---- EXERCISE DATA

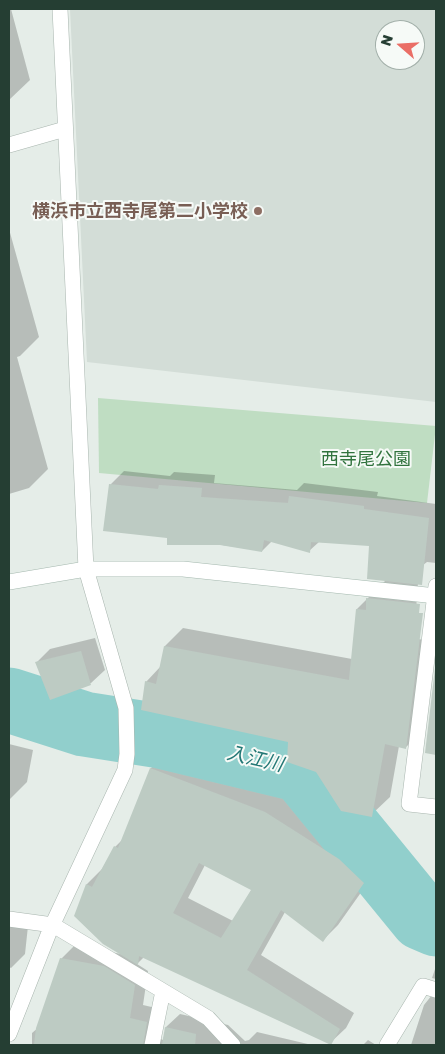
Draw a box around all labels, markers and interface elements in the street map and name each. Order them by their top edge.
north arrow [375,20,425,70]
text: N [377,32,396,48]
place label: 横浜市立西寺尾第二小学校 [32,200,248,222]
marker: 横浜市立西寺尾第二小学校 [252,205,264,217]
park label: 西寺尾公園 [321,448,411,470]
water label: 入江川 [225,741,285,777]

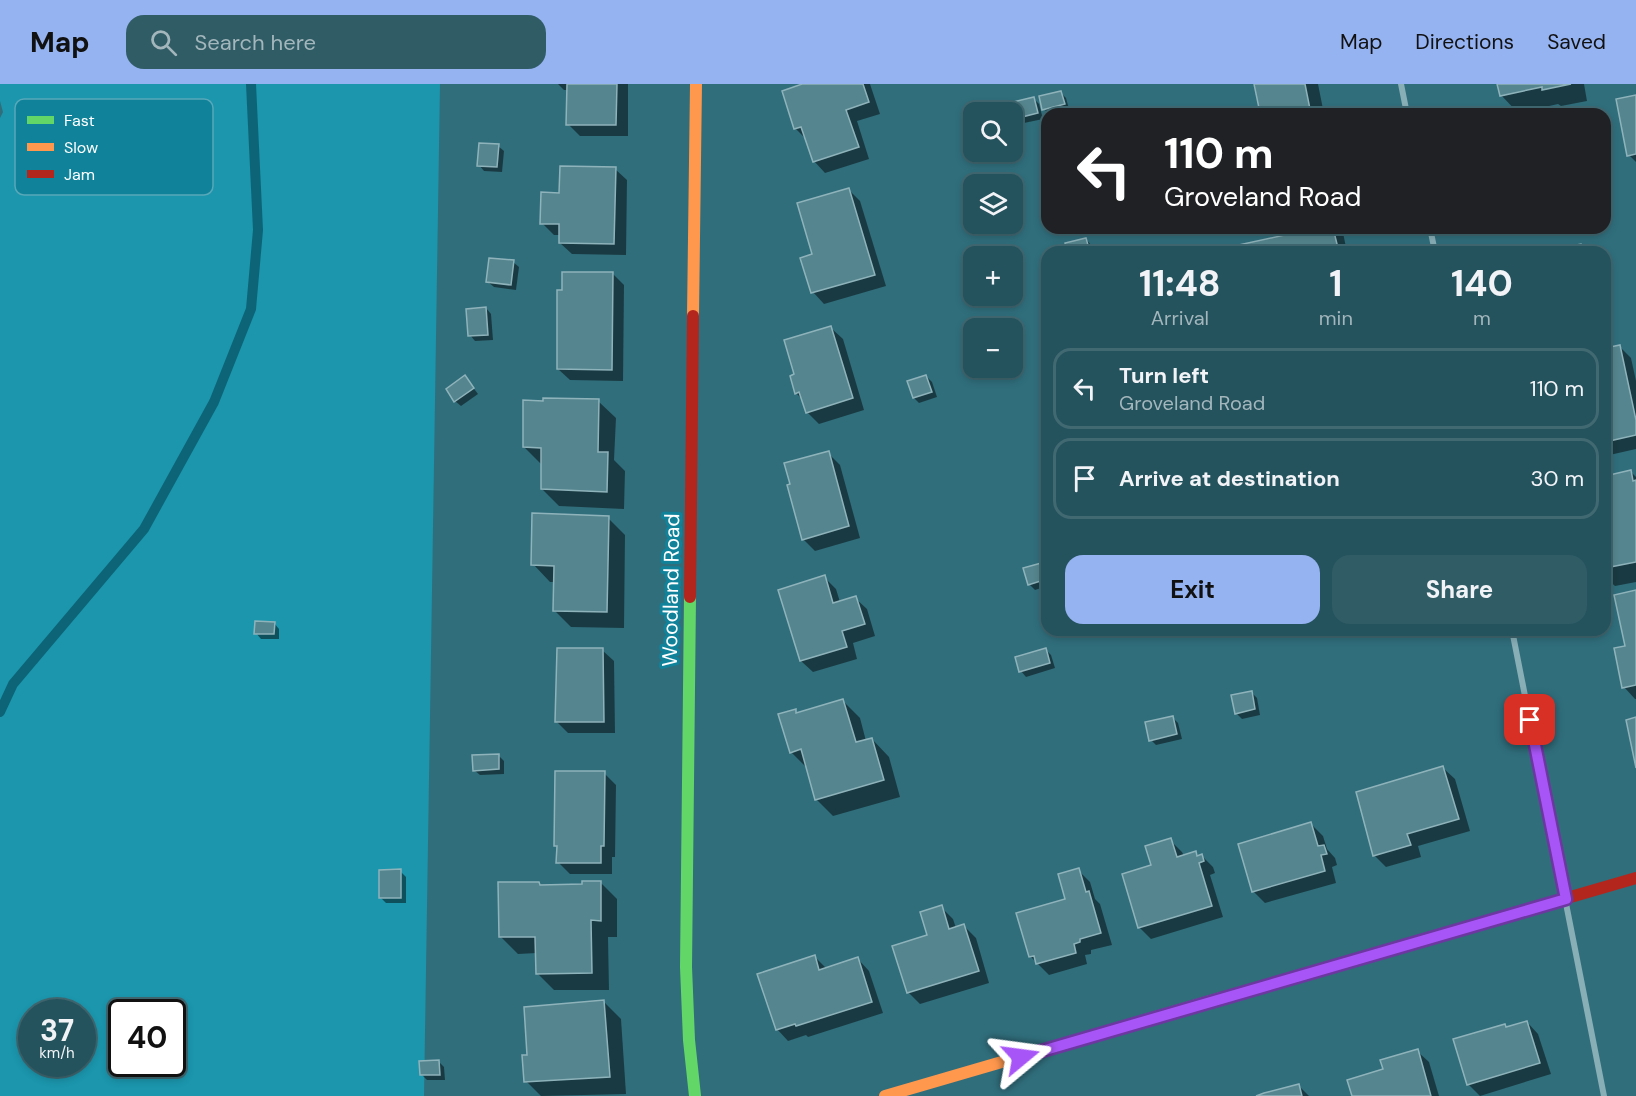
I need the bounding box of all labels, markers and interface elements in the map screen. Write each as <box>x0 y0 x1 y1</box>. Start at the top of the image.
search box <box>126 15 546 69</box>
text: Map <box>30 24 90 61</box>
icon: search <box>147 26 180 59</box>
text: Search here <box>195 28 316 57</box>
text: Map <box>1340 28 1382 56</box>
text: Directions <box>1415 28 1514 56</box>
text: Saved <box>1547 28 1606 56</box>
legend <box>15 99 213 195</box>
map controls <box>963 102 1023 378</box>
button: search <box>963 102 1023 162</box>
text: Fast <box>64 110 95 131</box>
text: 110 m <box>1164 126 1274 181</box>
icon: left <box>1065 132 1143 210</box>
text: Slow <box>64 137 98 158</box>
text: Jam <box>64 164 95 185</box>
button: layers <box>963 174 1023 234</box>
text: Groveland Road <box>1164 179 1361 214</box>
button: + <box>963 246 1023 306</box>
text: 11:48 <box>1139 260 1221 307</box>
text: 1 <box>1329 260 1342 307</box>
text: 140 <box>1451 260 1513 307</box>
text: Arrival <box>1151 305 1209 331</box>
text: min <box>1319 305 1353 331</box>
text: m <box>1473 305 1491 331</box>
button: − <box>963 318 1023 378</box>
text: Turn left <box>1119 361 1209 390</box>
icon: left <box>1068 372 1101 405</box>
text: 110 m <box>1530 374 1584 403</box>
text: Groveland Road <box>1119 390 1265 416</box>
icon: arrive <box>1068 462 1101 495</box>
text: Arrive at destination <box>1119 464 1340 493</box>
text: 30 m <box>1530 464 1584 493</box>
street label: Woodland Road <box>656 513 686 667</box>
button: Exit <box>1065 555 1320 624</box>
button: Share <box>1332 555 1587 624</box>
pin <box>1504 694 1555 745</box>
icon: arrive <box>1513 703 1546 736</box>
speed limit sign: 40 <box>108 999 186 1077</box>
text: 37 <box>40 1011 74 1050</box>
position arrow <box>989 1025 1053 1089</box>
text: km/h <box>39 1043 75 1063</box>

--------

The listing above is to be retyped exactly, with all pictures left out.

ANSWER TO THIS EXERCISE —
Draw a box around all labels, markers and interface elements in the street map and name each. Order them by their top edge.
north arrow [375,20,425,70]
text: N [377,32,396,48]
place label: 横浜市立西寺尾第二小学校 [32,200,248,222]
marker: 横浜市立西寺尾第二小学校 [252,205,264,217]
park label: 西寺尾公園 [321,448,411,470]
water label: 入江川 [225,741,285,777]

I need the bounding box of all labels, markers and interface elements in the map screen. Write each as <box>x0 y0 x1 y1</box>. Start at the top of the image.
search box <box>126 15 546 69</box>
text: Map <box>30 24 90 61</box>
icon: search <box>147 26 180 59</box>
text: Search here <box>195 28 316 57</box>
text: Map <box>1340 28 1382 56</box>
text: Directions <box>1415 28 1514 56</box>
text: Saved <box>1547 28 1606 56</box>
legend <box>15 99 213 195</box>
map controls <box>963 102 1023 378</box>
button: search <box>963 102 1023 162</box>
text: Fast <box>64 110 95 131</box>
text: 110 m <box>1164 126 1274 181</box>
icon: left <box>1065 132 1143 210</box>
text: Slow <box>64 137 98 158</box>
text: Jam <box>64 164 95 185</box>
button: layers <box>963 174 1023 234</box>
text: Groveland Road <box>1164 179 1361 214</box>
button: + <box>963 246 1023 306</box>
text: 11:48 <box>1139 260 1221 307</box>
text: 1 <box>1329 260 1342 307</box>
text: 140 <box>1451 260 1513 307</box>
text: Arrival <box>1151 305 1209 331</box>
text: min <box>1319 305 1353 331</box>
text: m <box>1473 305 1491 331</box>
button: − <box>963 318 1023 378</box>
text: Turn left <box>1119 361 1209 390</box>
icon: left <box>1068 372 1101 405</box>
text: 110 m <box>1530 374 1584 403</box>
text: Groveland Road <box>1119 390 1265 416</box>
icon: arrive <box>1068 462 1101 495</box>
text: Arrive at destination <box>1119 464 1340 493</box>
text: 30 m <box>1530 464 1584 493</box>
street label: Woodland Road <box>656 513 686 667</box>
button: Exit <box>1065 555 1320 624</box>
button: Share <box>1332 555 1587 624</box>
pin <box>1504 694 1555 745</box>
icon: arrive <box>1513 703 1546 736</box>
speed limit sign: 40 <box>108 999 186 1077</box>
text: 37 <box>40 1011 74 1050</box>
position arrow <box>989 1025 1053 1089</box>
text: km/h <box>39 1043 75 1063</box>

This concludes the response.